[Items from a dataset]
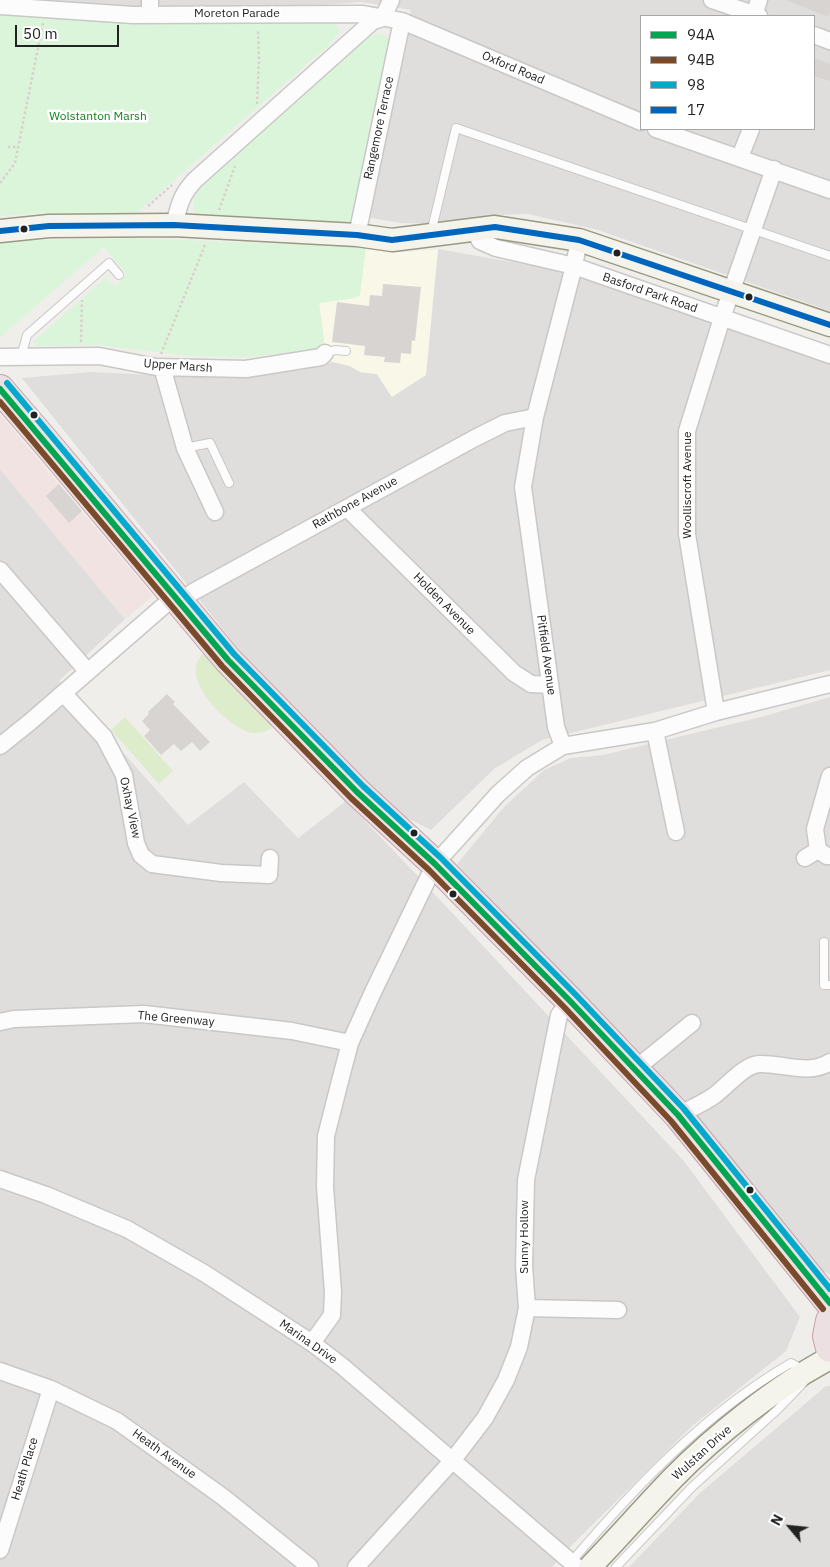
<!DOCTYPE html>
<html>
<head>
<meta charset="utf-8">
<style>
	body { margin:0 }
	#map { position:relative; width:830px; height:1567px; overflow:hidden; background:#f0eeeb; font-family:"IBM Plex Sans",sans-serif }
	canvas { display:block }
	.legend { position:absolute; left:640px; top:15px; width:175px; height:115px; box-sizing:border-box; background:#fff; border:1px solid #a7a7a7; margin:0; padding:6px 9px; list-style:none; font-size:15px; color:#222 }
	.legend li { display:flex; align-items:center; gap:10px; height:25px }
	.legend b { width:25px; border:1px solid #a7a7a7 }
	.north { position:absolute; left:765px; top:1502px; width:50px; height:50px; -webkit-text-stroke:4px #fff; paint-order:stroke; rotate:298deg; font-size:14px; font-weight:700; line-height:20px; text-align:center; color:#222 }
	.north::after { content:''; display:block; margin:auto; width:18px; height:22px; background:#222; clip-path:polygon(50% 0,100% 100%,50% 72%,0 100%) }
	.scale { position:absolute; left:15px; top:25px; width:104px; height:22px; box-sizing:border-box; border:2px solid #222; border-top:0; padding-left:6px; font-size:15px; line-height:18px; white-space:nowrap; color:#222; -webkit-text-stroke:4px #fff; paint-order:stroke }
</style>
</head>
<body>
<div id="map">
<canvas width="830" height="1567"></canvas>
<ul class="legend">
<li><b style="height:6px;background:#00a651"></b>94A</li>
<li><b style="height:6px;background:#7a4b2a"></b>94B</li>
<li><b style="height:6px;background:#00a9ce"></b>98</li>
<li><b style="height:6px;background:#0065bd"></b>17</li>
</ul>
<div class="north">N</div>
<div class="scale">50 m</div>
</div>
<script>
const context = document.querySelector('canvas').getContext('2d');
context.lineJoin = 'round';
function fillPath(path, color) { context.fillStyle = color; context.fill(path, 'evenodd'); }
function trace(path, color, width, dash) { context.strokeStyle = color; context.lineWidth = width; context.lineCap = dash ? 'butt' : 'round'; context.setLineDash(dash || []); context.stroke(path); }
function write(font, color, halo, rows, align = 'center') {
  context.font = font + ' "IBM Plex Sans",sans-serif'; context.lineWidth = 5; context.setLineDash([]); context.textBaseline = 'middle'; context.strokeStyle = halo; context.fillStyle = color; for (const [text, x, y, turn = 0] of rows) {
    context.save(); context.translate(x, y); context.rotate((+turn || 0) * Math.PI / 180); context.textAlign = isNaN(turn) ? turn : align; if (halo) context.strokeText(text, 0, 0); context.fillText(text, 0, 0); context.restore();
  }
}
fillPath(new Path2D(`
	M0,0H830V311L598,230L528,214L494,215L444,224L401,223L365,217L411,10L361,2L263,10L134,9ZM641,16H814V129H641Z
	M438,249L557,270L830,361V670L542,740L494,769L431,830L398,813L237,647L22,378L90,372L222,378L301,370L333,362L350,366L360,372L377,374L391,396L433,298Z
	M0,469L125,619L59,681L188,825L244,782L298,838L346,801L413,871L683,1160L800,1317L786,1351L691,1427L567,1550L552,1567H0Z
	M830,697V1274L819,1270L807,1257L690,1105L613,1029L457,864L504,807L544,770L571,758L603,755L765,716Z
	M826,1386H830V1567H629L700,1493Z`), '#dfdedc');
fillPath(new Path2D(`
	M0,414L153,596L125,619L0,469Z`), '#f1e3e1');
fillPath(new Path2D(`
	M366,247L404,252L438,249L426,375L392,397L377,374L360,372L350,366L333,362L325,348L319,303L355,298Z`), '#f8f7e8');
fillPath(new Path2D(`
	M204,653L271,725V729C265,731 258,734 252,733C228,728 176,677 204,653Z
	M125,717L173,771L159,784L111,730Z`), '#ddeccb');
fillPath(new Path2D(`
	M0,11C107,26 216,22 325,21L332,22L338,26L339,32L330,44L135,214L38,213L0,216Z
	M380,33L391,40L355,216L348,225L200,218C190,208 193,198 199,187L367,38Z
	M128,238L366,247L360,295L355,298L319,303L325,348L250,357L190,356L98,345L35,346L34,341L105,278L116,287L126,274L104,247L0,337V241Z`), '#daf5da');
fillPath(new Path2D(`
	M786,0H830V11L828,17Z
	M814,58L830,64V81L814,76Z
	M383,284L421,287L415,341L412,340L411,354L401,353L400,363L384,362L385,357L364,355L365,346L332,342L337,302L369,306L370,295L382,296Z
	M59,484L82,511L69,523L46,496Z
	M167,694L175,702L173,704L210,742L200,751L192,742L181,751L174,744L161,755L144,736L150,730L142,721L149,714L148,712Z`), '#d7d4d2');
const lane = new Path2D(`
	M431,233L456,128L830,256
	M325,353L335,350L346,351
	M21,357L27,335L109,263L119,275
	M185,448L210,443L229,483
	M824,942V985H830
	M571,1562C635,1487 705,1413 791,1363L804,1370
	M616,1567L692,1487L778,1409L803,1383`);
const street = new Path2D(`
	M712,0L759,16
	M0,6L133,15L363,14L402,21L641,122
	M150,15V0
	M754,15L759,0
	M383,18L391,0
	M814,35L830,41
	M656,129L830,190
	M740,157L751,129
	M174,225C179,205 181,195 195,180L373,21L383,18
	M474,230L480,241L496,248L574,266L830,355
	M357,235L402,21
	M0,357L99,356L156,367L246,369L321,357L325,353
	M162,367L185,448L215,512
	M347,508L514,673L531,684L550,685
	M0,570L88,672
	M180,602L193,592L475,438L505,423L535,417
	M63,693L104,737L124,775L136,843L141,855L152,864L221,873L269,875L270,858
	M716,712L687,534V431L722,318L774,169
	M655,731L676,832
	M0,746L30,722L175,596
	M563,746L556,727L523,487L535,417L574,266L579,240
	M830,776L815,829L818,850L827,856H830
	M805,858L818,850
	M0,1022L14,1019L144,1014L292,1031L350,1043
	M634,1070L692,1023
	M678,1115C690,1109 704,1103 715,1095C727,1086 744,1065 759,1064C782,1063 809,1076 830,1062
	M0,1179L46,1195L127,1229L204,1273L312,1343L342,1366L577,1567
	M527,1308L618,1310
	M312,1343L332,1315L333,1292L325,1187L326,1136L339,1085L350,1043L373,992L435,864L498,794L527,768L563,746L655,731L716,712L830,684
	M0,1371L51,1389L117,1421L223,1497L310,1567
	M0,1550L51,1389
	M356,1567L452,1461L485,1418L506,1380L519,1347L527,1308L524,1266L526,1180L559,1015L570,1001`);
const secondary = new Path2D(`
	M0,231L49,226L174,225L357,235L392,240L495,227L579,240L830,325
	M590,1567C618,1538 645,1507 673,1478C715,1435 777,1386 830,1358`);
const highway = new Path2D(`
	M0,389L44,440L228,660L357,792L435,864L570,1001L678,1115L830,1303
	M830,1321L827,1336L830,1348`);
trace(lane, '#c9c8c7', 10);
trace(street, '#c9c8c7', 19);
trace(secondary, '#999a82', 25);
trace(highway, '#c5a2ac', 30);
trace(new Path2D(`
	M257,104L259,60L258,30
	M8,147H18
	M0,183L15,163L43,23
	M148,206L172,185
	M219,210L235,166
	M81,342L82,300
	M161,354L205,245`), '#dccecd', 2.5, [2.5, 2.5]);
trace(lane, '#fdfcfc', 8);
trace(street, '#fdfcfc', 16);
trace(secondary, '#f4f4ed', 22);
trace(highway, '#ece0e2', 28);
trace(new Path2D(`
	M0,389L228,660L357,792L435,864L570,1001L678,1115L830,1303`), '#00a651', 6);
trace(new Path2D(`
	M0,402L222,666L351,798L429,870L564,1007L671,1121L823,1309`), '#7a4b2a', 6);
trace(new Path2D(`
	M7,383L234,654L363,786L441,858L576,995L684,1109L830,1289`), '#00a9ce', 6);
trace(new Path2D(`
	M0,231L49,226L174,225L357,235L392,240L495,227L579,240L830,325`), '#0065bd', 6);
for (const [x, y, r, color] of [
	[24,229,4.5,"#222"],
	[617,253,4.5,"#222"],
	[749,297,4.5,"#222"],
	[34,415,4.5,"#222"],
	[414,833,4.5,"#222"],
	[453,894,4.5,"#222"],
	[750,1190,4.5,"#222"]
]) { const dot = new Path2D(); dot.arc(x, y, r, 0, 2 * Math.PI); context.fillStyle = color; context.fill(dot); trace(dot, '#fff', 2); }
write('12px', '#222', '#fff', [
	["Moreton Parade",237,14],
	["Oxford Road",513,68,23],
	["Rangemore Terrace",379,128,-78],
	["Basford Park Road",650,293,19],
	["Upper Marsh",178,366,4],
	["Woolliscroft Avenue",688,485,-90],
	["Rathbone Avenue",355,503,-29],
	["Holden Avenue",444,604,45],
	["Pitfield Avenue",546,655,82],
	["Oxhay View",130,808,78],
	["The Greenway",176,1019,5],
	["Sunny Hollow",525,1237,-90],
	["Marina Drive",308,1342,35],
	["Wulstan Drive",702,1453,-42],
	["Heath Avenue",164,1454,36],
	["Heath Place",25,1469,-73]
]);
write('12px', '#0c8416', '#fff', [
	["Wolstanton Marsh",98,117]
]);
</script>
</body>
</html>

...

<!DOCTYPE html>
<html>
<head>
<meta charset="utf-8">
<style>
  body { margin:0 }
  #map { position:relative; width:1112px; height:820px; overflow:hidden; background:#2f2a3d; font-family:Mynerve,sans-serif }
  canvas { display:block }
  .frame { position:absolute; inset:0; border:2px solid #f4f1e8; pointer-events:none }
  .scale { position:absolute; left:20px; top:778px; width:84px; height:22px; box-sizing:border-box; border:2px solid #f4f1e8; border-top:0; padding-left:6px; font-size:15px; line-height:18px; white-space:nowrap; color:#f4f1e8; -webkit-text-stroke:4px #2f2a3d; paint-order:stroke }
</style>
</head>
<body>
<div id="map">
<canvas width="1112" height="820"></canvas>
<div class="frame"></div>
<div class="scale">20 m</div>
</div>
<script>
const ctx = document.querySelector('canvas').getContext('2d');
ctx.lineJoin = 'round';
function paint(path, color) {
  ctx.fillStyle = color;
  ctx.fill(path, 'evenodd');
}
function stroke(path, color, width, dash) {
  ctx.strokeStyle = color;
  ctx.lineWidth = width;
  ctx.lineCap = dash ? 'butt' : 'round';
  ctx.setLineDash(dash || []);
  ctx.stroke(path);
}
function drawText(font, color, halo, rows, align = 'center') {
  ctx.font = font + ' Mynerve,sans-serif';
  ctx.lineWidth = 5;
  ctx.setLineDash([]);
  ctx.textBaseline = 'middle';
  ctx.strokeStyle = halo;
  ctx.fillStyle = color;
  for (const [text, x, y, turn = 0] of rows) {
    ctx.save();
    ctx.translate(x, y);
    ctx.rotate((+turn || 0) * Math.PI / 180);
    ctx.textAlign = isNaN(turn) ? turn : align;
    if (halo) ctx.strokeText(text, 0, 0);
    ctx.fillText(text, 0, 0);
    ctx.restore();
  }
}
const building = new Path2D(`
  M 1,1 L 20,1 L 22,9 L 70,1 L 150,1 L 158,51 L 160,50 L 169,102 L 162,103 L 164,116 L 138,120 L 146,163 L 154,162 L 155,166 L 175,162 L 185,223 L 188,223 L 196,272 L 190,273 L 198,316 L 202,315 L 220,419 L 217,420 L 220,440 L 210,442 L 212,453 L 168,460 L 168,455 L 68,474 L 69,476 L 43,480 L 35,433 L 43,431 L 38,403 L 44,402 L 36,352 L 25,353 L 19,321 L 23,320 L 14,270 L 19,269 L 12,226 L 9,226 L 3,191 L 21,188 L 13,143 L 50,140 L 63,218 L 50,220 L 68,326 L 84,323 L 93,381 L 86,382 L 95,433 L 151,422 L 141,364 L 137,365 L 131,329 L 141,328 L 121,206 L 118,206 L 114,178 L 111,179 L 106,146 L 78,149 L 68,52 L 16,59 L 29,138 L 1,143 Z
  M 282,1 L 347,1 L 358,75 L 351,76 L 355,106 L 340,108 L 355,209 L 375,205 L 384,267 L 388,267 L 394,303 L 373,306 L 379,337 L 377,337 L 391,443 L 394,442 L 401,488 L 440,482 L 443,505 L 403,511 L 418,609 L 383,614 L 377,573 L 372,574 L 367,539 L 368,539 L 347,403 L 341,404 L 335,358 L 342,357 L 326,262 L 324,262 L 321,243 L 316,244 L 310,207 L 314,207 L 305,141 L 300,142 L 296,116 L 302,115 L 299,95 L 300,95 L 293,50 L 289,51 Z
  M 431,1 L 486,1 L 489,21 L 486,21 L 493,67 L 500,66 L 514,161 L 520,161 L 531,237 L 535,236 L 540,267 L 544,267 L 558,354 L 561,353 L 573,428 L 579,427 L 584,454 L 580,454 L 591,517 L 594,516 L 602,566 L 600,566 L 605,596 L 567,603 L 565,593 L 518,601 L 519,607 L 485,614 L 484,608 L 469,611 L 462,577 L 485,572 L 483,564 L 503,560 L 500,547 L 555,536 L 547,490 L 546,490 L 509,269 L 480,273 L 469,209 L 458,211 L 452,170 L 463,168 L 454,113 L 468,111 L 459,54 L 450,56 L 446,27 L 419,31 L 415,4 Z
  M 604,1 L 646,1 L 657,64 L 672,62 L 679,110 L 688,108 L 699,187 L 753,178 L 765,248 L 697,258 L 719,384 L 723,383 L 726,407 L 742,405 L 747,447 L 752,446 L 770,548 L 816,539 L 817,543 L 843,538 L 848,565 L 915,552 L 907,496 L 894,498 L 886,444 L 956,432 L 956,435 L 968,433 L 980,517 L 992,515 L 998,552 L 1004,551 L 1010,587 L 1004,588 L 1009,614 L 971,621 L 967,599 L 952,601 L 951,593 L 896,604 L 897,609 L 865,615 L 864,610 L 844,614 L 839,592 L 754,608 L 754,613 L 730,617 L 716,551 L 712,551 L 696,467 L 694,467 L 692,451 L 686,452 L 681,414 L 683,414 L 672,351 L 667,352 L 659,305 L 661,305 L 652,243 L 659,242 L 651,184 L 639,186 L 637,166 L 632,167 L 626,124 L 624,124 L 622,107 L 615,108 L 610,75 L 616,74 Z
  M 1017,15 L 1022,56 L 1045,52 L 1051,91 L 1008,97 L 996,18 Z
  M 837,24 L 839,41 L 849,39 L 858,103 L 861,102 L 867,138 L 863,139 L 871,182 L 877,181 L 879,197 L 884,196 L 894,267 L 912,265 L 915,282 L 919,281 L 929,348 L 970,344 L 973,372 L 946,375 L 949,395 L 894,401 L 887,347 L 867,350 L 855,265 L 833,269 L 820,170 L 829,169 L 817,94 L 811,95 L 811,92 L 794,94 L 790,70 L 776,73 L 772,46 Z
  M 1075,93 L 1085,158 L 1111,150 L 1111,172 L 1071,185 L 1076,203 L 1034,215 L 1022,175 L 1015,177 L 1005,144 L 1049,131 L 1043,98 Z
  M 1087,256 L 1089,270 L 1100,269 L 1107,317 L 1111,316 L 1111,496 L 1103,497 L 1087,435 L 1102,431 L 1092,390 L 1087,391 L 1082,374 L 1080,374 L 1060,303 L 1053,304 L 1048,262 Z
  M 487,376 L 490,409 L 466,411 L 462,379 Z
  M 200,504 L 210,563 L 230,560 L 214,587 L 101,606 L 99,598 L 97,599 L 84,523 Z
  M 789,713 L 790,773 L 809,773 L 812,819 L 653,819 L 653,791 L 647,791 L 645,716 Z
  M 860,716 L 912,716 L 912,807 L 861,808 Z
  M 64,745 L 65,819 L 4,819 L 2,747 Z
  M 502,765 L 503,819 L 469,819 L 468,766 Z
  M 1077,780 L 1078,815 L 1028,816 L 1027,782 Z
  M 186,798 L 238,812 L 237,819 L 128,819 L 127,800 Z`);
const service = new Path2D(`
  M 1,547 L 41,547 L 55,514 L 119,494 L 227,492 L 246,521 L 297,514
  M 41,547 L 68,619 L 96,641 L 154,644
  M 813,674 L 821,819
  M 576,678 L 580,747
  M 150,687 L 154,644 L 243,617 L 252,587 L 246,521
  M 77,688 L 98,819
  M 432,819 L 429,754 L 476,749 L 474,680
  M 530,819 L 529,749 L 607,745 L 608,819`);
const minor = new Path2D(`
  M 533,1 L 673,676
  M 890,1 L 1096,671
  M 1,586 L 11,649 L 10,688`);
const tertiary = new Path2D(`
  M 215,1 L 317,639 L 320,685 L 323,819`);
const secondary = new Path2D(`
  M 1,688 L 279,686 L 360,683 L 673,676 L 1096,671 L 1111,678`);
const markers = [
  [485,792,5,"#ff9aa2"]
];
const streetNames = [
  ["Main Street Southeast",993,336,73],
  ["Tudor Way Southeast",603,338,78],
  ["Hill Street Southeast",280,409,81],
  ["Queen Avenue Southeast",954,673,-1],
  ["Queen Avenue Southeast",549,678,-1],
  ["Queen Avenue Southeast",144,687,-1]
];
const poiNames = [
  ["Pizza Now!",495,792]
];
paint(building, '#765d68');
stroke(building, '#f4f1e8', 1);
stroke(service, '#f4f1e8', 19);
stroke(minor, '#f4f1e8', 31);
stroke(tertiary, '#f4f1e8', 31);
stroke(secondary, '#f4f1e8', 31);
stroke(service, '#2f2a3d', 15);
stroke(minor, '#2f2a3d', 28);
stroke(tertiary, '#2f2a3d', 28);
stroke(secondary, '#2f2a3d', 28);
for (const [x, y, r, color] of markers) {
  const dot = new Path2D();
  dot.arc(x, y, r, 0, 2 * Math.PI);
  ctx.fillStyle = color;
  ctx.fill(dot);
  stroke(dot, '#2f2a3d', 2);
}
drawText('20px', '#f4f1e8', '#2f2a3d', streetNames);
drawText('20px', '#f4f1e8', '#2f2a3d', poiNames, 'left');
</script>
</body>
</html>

_Required action_.
An exact copy of the lines above, from the one containing "ctx.setLineDash([]);" down to the one containing "M 282,1 L 347,1" and including both, is the whole answer; retype it and nothing else.

_Task response_.
  ctx.setLineDash([]);
  ctx.textBaseline = 'middle';
  ctx.strokeStyle = halo;
  ctx.fillStyle = color;
  for (const [text, x, y, turn = 0] of rows) {
    ctx.save();
    ctx.translate(x, y);
    ctx.rotate((+turn || 0) * Math.PI / 180);
    ctx.textAlign = isNaN(turn) ? turn : align;
    if (halo) ctx.strokeText(text, 0, 0);
    ctx.fillText(text, 0, 0);
    ctx.restore();
  }
}
const building = new Path2D(`
  M 1,1 L 20,1 L 22,9 L 70,1 L 150,1 L 158,51 L 160,50 L 169,102 L 162,103 L 164,116 L 138,120 L 146,163 L 154,162 L 155,166 L 175,162 L 185,223 L 188,223 L 196,272 L 190,273 L 198,316 L 202,315 L 220,419 L 217,420 L 220,440 L 210,442 L 212,453 L 168,460 L 168,455 L 68,474 L 69,476 L 43,480 L 35,433 L 43,431 L 38,403 L 44,402 L 36,352 L 25,353 L 19,321 L 23,320 L 14,270 L 19,269 L 12,226 L 9,226 L 3,191 L 21,188 L 13,143 L 50,140 L 63,218 L 50,220 L 68,326 L 84,323 L 93,381 L 86,382 L 95,433 L 151,422 L 141,364 L 137,365 L 131,329 L 141,328 L 121,206 L 118,206 L 114,178 L 111,179 L 106,146 L 78,149 L 68,52 L 16,59 L 29,138 L 1,143 Z
  M 282,1 L 347,1 L 358,75 L 351,76 L 355,106 L 340,108 L 355,209 L 375,205 L 384,267 L 388,267 L 394,303 L 373,306 L 379,337 L 377,337 L 391,443 L 394,442 L 401,488 L 440,482 L 443,505 L 403,511 L 418,609 L 383,614 L 377,573 L 372,574 L 367,539 L 368,539 L 347,403 L 341,404 L 335,358 L 342,357 L 326,262 L 324,262 L 321,243 L 316,244 L 310,207 L 314,207 L 305,141 L 300,142 L 296,116 L 302,115 L 299,95 L 300,95 L 293,50 L 289,51 Z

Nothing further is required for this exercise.